Tout ça ce sont des choses, j’ai vu les grands thèmes qui ont été élaborés, ce sont des choses dont on aura l’occasion de reparler au sommet, puisque le mot est à la mode et c’était plus que le temps qu’il y ait une sorte de sommet pour l’éducation parce que c’est une des préoccupations qui doit se trouver au sommet de n’importe quelles préoccupations collectives mais il va falloir parler de ces choses-là, je suis sûr que vous en êtes conscients.
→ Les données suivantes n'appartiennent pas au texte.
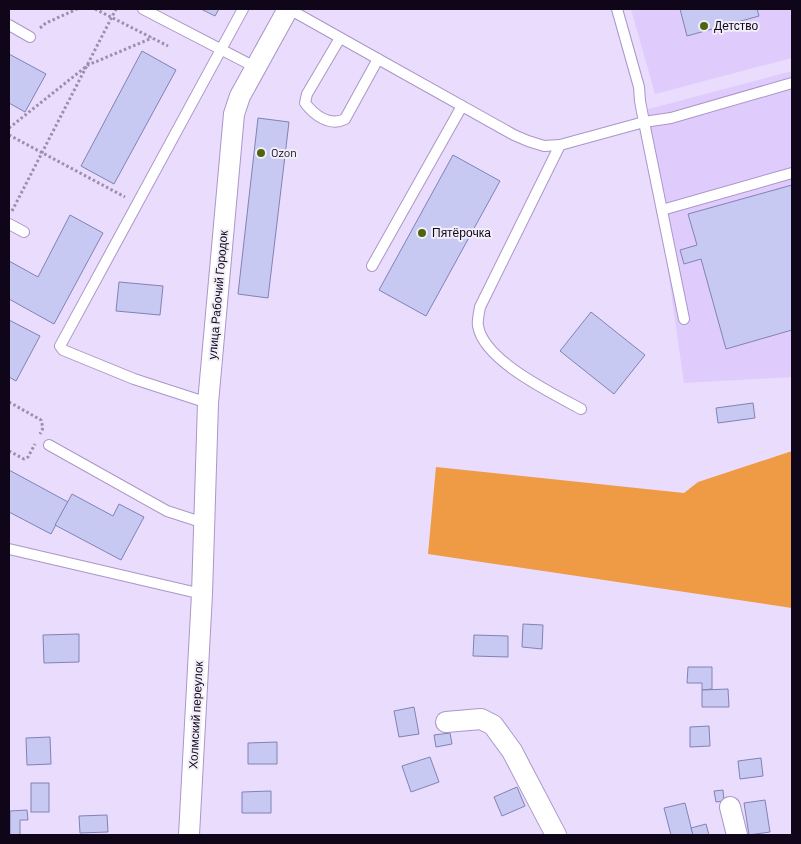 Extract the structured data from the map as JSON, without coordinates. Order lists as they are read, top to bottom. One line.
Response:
{"streets":{"street":["улица Рабочий Городок","Холмский переулок"]},"crossings":[["улица Рабочий Городок","Холмский переулок"]],"places":["Детство","Ozon","Пятёрочка"]}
Le livre vert de mon collègue de l’éducation, que vous avez eu l’occasion de discuter, je pense, amplement dans tous les coins du Québec, s’attaquait d’ailleurs, d’une certaine façon, à cette question-là, par exemple en mettant l’accent sur l’école, sur le milieu, sur les parents, cela évoquait déjà cette perspective qu’on discute beaucoup mais qui est absolument nécessaire et qu’on englobe dans le mot « décentralisation ». Vous savez, si ça veut dire, je ne pense pas que ça puisse vouloir dire autre chose, si décentralisation ça veut dire qu’on doit tendre à ramener le plus possible des pouvoirs réels, y compris des pouvoirs de décisions puis aussi les ressources qui doivent aller avec, le plus proche possible des citoyens au niveau local, au niveau régional, alors si c’est cela que ça veut dire, c’est inévitable qu’on doit y arriver, inévitable parce que la pression commence à être là un peu partout.

Je voudrais, si vous permettez, essayer de régler ça tout de suite une fois pour toutes, en tout cas pour autant que nous autres on est concerné jusqu’au moment où d’autres nous remplaceront. Il faut dire que décentralisation avec tout ce qui a tourné autour, cela a créé, il faut bien le dire, de noirs soupçons à notre endroit dans des milieux et dans le milieu que vous représentez, parce que dans ces études qu’on a faites, qu’on a fait faire sur la décentralisation nécessaire, inévitable dans les années qui viennent, il y avait des hypothèses qui avaient été évoquées parmi lesquelles il y en avait une qui s’est retrouvée d’ailleurs vaguement évoquée aussi, peut être plus que vaguement dans le livre vert et qui aurait pu impliquer la substitution d’une autre forme de gestion local ou régional à celle que vous représentez, c’est-à-dire à celle des commissions scolaires.

On l’a examiné, cette hypothèse-là, parce que des hypothèses de travail, c’est fait pour être regardées mais je suis sûr que mon collègue, monsieur Morin, et moi, on peut parler non seulement aujourd’hui, ou ces jours-ci au nom du gouvernement mais aussi au nom du réalisme en vous disant très simplement, très clairement qu’une fois examinée cette hypothèse pour les années qui viennent, autrement dit à l’horizon qui est visible, qui est prévisible, les commissions scolaires quant à nous sont là pour rester. OK. Est-ce que c’est clair, ça?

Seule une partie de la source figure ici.